■ INFORMATION SUPPLIED:

┏━━

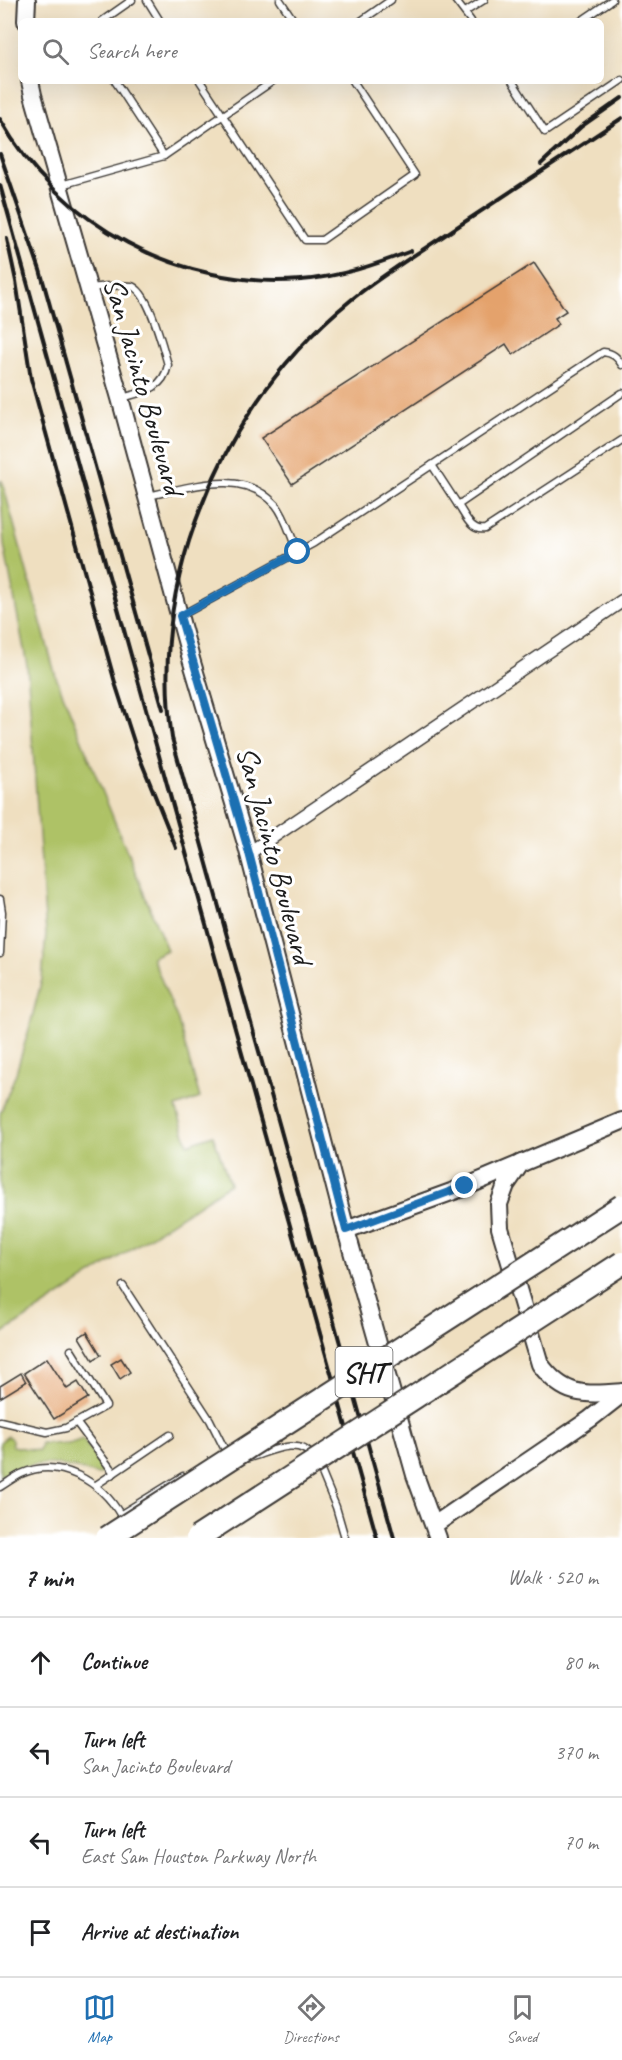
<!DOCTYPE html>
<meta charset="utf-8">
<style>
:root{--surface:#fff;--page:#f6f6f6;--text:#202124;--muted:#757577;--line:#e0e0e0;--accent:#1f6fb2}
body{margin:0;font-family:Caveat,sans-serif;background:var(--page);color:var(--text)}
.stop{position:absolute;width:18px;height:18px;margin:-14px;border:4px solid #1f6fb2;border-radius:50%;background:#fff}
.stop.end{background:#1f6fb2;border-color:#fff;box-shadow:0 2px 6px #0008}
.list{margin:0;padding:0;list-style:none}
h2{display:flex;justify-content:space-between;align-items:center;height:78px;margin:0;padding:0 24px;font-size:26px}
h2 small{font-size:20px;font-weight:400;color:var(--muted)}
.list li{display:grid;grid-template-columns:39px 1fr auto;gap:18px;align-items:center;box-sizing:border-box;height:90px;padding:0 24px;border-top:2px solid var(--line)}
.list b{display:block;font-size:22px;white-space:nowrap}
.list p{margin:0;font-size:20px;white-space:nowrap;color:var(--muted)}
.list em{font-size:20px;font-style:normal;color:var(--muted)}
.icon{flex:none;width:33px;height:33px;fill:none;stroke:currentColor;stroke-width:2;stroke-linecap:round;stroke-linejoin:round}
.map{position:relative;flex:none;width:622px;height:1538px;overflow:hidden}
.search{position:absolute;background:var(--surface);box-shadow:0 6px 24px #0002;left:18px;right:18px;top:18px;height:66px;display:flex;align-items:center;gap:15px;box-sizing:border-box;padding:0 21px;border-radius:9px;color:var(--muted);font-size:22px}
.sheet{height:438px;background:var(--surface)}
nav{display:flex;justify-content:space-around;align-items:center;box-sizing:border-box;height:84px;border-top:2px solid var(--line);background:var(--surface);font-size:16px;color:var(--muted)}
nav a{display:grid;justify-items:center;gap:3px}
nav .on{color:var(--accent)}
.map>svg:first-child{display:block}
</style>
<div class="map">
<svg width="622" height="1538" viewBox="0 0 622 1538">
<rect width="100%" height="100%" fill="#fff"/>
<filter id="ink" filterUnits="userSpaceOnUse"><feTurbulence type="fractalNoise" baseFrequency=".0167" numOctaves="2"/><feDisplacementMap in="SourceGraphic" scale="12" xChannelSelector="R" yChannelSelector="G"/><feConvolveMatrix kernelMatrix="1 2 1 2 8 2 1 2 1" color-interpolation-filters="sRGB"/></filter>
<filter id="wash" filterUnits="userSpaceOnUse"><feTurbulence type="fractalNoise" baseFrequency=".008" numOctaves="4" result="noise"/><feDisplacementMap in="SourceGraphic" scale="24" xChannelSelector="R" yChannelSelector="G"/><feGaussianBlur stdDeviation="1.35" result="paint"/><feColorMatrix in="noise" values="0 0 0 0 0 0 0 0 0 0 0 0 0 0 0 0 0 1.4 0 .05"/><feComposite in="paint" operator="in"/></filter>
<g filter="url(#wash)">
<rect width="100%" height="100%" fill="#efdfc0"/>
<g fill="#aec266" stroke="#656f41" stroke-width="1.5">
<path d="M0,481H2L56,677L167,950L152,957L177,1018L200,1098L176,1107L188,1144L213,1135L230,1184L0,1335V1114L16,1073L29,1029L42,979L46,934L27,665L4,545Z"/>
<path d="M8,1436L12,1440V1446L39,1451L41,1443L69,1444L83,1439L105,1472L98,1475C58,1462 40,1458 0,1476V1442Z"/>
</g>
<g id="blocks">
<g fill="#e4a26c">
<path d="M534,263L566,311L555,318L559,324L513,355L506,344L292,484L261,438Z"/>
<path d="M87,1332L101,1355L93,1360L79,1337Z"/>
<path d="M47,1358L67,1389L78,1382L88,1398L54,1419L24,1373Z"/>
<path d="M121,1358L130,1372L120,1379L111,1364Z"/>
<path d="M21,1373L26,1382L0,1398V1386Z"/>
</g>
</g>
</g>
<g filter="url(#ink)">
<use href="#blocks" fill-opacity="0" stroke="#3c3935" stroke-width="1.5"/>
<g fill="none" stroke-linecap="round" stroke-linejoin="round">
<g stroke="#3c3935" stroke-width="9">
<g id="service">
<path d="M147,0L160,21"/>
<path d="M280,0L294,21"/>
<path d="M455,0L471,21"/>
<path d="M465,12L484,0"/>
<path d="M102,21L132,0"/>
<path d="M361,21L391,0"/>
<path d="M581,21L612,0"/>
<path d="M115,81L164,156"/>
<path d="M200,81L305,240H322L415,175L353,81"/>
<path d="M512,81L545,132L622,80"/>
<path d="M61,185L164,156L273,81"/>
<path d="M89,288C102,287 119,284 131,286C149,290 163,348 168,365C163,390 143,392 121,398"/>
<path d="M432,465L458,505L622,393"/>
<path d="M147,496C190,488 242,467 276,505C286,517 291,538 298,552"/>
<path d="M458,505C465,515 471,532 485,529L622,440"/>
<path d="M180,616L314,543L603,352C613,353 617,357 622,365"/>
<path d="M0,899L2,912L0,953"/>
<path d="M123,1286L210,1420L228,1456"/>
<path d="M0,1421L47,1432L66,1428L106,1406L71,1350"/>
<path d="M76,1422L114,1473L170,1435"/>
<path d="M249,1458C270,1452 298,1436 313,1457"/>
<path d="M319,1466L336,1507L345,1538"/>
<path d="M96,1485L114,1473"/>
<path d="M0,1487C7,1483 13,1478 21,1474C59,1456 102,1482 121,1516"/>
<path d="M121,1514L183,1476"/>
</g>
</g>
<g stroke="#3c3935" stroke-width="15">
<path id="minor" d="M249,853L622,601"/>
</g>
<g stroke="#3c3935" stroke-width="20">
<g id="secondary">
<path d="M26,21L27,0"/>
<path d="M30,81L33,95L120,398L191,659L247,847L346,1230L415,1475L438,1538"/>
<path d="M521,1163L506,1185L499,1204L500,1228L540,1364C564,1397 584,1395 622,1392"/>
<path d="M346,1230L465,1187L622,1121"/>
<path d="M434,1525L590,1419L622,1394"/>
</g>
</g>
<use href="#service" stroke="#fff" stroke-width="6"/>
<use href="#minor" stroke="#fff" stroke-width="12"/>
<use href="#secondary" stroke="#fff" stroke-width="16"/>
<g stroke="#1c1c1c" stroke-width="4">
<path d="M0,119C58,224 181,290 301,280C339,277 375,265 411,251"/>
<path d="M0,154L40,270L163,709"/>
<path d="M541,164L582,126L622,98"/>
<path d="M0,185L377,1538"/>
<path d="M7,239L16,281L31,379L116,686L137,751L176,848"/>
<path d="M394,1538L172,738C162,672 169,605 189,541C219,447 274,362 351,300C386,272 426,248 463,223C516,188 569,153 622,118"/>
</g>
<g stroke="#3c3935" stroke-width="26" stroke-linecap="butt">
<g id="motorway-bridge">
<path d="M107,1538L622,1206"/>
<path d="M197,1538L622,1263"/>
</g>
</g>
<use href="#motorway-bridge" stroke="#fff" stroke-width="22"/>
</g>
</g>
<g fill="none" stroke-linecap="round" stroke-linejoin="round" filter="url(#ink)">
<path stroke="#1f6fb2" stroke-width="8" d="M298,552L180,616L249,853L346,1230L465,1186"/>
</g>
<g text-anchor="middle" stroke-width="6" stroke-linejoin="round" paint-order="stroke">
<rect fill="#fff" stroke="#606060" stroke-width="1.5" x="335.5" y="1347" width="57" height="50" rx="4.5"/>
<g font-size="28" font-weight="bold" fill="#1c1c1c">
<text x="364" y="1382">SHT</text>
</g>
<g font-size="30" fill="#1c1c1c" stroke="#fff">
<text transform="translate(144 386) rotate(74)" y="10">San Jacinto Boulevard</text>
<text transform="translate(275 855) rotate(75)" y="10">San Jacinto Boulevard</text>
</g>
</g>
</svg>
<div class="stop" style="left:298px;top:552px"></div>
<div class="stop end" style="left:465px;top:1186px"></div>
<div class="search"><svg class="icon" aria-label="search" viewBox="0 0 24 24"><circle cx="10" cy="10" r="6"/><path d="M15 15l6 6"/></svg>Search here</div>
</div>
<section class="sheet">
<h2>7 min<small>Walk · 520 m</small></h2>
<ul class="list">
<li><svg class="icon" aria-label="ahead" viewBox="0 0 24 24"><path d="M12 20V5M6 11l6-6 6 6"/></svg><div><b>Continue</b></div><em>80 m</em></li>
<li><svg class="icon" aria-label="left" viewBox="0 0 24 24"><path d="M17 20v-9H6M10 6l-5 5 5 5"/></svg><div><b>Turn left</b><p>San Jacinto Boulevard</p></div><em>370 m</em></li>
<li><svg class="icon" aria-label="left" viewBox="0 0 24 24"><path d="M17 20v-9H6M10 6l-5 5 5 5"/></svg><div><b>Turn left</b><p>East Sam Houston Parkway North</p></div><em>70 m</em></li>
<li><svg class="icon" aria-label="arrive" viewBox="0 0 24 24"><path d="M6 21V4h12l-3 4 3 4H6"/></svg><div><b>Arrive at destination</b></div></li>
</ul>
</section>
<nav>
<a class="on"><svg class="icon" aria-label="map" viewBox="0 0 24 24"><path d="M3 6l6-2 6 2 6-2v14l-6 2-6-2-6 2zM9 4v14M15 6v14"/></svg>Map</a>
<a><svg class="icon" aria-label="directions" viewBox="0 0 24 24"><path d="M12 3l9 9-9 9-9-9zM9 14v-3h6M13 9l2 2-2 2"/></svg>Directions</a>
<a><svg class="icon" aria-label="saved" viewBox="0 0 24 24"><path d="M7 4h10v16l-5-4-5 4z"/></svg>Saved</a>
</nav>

┗━━
┏━━

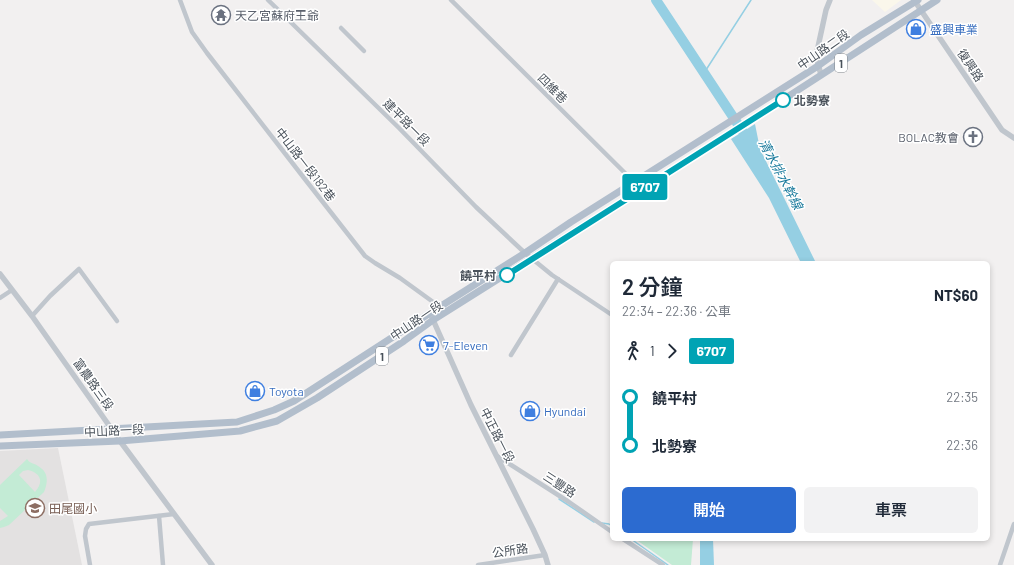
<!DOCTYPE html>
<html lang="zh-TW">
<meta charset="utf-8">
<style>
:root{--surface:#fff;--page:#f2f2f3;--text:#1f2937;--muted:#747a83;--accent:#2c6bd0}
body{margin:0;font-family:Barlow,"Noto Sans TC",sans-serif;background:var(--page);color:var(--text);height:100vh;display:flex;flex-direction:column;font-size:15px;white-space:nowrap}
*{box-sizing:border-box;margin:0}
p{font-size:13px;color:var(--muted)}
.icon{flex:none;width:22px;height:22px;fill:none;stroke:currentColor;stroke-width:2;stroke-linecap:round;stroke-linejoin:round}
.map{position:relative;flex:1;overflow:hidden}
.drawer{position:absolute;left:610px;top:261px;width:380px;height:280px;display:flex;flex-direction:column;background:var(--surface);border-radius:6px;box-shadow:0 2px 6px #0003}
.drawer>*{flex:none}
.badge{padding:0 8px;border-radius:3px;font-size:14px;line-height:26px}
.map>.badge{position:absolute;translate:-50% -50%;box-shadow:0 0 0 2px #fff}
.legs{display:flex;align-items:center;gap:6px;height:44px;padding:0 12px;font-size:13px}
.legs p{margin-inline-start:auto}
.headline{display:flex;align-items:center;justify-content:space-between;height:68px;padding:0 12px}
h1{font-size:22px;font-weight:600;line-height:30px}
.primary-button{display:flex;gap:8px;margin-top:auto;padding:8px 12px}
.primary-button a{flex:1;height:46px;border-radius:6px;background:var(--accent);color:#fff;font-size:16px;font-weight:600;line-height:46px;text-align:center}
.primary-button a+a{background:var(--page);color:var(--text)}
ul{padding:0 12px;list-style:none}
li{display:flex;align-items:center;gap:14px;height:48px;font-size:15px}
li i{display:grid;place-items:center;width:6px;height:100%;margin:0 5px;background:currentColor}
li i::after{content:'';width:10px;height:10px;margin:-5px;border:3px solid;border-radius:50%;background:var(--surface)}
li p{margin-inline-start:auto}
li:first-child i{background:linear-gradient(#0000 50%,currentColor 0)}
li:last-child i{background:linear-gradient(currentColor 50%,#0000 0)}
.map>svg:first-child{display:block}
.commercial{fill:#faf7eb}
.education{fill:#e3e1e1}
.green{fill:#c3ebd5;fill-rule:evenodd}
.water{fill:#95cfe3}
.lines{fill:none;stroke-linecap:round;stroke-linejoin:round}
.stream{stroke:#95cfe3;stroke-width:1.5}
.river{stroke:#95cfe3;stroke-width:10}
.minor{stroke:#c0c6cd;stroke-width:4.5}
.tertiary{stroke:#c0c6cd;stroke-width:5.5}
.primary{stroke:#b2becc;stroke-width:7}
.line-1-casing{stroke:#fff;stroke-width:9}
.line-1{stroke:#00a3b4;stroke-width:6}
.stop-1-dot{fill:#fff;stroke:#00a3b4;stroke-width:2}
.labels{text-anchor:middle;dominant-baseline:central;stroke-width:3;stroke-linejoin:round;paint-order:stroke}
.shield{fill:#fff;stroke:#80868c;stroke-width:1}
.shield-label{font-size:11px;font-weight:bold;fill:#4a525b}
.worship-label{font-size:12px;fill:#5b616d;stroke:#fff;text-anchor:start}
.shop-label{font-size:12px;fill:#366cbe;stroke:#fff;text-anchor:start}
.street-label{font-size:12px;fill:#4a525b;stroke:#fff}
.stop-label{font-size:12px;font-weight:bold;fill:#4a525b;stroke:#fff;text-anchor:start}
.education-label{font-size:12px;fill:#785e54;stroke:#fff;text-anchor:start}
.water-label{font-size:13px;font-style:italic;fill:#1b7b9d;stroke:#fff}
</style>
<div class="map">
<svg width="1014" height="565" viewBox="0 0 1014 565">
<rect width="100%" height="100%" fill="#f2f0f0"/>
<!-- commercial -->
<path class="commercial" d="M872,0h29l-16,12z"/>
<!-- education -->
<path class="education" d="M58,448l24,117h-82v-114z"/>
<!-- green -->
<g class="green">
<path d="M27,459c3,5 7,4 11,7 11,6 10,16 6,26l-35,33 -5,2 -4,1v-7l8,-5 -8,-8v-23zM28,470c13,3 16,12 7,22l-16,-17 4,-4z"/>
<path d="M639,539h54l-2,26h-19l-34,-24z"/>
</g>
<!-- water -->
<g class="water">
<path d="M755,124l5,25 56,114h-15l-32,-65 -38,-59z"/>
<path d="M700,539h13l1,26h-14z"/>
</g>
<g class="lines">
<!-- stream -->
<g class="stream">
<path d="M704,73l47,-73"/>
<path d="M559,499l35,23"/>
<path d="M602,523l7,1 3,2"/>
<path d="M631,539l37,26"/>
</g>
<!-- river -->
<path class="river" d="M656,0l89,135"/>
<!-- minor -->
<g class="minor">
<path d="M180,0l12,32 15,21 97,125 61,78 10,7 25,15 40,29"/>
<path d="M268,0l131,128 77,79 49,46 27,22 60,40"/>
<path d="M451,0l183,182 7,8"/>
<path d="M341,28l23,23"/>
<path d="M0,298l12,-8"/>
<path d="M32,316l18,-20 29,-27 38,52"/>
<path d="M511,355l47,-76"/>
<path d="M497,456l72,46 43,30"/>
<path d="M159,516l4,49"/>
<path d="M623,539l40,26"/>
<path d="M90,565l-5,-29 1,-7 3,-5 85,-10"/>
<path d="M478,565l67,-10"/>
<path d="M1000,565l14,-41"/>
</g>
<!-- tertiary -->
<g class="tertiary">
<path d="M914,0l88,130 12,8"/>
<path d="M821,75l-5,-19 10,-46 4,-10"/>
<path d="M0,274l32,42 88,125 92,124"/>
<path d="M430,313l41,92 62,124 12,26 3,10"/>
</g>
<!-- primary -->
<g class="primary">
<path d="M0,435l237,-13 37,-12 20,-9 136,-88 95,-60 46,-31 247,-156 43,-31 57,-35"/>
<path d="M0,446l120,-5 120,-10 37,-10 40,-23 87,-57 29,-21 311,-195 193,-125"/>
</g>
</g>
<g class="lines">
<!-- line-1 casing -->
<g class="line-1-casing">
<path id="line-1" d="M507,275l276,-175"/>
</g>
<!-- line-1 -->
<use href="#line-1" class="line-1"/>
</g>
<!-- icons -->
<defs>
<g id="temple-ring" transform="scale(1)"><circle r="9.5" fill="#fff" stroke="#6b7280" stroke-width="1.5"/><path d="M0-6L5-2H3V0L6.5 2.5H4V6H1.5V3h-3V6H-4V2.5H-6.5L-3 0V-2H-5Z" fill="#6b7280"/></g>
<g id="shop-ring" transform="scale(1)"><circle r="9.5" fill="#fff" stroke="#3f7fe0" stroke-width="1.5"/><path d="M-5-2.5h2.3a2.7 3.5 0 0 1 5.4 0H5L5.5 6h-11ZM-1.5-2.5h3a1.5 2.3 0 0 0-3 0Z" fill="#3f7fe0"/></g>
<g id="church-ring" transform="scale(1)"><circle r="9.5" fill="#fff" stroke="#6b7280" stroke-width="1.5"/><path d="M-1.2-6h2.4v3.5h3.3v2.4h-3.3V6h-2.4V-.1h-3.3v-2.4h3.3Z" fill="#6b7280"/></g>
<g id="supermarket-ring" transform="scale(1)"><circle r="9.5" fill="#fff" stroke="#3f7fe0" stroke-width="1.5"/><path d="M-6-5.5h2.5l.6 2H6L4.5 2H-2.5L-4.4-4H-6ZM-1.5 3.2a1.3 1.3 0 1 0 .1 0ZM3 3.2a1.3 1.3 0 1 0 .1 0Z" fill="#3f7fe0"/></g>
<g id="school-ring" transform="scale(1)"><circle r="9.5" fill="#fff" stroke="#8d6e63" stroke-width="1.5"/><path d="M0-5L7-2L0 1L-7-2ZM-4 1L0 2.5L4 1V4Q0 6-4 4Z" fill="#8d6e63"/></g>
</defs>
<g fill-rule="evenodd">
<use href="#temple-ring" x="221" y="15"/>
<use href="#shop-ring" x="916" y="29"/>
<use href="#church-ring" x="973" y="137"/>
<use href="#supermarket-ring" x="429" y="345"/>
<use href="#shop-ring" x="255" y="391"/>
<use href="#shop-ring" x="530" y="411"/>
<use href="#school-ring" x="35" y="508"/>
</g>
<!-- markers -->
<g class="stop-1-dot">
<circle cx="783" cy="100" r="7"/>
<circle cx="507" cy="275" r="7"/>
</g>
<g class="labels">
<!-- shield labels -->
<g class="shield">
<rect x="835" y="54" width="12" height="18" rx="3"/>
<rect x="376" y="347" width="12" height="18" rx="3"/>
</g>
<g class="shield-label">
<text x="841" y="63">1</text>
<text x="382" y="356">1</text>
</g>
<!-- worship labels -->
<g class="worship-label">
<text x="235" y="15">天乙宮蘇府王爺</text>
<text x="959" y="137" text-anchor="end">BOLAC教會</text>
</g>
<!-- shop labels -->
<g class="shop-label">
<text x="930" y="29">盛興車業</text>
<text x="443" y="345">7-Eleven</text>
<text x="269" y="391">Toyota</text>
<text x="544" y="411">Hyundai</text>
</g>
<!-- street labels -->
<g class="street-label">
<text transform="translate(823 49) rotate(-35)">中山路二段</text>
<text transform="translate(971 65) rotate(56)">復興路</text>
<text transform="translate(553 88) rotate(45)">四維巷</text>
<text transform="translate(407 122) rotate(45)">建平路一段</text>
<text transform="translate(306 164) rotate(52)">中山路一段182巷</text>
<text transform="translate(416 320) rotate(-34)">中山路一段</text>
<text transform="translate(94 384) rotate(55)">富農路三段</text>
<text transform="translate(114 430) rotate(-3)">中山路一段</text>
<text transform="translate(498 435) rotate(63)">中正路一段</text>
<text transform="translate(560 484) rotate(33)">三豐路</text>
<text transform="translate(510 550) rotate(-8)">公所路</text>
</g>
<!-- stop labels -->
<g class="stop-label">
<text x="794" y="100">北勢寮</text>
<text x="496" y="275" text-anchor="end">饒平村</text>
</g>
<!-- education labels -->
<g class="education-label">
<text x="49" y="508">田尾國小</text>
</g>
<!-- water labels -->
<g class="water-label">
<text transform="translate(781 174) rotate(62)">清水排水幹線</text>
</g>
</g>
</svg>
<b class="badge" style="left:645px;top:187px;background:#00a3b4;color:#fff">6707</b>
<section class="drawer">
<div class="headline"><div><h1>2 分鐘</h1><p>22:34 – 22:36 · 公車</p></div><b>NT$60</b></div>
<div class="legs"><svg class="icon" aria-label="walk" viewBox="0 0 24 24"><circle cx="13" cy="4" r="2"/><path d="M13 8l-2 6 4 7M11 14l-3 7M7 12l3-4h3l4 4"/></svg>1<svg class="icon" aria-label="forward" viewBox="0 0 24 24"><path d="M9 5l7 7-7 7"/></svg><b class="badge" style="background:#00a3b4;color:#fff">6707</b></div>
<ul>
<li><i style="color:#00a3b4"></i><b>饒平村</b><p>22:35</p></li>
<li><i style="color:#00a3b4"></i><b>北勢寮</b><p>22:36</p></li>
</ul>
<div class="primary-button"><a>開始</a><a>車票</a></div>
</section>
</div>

┗━━

■ EXERCISE DESCRIPTION: In the entries above, count each line holding the word "SourceGraphic" and give that count alone.

■ WRITTEN SOLUTION: 2